Ulysses levantou-se para perorar o seu Sermão aos Homens da Planície Política, aos que imaginavam convencê-lo das conveniências da disputa no Colégio Eleitoral. Dentre tantas, guardei as frases que provocaram lágrimas em sua mulher, Dona Mora, sentada num sofá mais distante da pequena aglomeração de companheiros de seu marido. “Para o Colégio Eleitoral eu não vou. Seria uma facada nas costas do povo que se mobilizou nas praças e nas ruas para participar dos comícios pelas Diretas Já. Digo a vocês, a conquista da democracia não será completa sem a manifestação da vontade popular”.

A campanha popular das Diretas foi derrotada com a cumplicidade de muitos que estavam na oposição, mas temiam a “radicalidade” de um governo eleito pelo povo. Por isso, os náufragos do regime militar conseguiram chegar até a praia, acolhidos pelo bote salva-vidas capitaneado pela turma do deixa-disso.

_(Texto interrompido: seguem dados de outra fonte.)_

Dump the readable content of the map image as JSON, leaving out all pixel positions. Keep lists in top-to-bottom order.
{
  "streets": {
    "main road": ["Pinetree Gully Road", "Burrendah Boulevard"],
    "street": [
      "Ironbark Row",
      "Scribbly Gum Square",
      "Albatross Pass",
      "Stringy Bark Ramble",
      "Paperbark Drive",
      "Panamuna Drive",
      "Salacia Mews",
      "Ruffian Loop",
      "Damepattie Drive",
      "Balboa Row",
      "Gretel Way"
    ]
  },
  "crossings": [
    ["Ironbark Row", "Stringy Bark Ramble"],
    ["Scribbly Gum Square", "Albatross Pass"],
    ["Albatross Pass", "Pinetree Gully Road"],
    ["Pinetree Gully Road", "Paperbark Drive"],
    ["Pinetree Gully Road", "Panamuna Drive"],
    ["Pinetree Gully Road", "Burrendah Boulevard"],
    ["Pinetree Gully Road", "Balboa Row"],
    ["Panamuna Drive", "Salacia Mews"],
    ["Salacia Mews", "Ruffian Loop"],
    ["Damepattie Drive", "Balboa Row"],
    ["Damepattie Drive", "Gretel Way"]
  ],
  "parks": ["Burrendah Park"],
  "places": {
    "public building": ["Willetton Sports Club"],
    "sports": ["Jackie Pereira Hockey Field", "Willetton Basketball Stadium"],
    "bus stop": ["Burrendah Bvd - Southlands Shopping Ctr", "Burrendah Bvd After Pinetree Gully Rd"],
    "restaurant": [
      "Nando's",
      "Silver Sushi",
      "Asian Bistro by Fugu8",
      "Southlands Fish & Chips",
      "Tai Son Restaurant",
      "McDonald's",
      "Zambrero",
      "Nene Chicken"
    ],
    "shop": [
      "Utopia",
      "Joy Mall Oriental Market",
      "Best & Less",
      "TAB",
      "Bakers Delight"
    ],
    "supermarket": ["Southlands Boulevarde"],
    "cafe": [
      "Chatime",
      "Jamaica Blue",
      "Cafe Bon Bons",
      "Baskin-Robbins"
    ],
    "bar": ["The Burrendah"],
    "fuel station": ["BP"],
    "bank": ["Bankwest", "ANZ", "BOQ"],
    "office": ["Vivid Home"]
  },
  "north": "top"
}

Apesar da campanha pelas Diretas ter conseguido forte mobilização popular, não foi capaz de vencer as casamatas do poder real que, desde sempre, comandam a política brasileira. Essa turma não tem o hábito de dar refresco ao inimigo. Quanto aos princípios jurídicos, devem ser respeitados se o povaréu não botar as manguinhas de fora.

Nos eflúvios de civismo democrático que se desgarram das letras da Carta assinada por milhares de brasileiros em defesa da soberania popular, não posso negar ao leitor as palavras de Ulysses Guimarães na sessão de promulgação da outra Carta, a Magna: “A sociedade foi Rubens Paiva, não os facínoras que o mataram. Foi a sociedade, mobilizada nos colossais comícios das Diretas Já, que, pela transição e pela mudança, derrotou o Estado usurpador. Termino com as palavras com que comecei esta fala: a Nação quer mudar. A Nação deve mudar. A Nação vai mudar. A Constituição pretende ser a voz, a letra, a vontade política da sociedade rumo à mudança. Que a promulgação seja nosso grito: Mudar para vencer! Muda, Brasil!”

Em 1992 os caras-pintadas acorreram às ruas para pedir o impeachment do então presidente Fernando Collor de Mello. Pouco antes, em longa conversa comigo na presença do jornalista Roberto Müller Filho, Ulysses Guimarães desfiou temores e preocupações diante do iminente impeachment do presidente eleito pelo voto popular.

Os receios do Senhor Diretas concentravam-se no “vício antidemocrático” dos donos do poder, habituados a manejar os cordéis do arbítrio a seu talante e ao sabor de seus interesses.

Às vésperas da morte trágica, Ulysses compreendeu que a campanha popular pelas eleições diretas e a Constituição ainda sofriam o assédio insidioso, persistente do velho e sempre renovado arranjo oligárquico que controla a vida dos brasileiros.

*Luiz Gonzaga Belluzzo é professor titular do Instituto de Economia da Unicamp.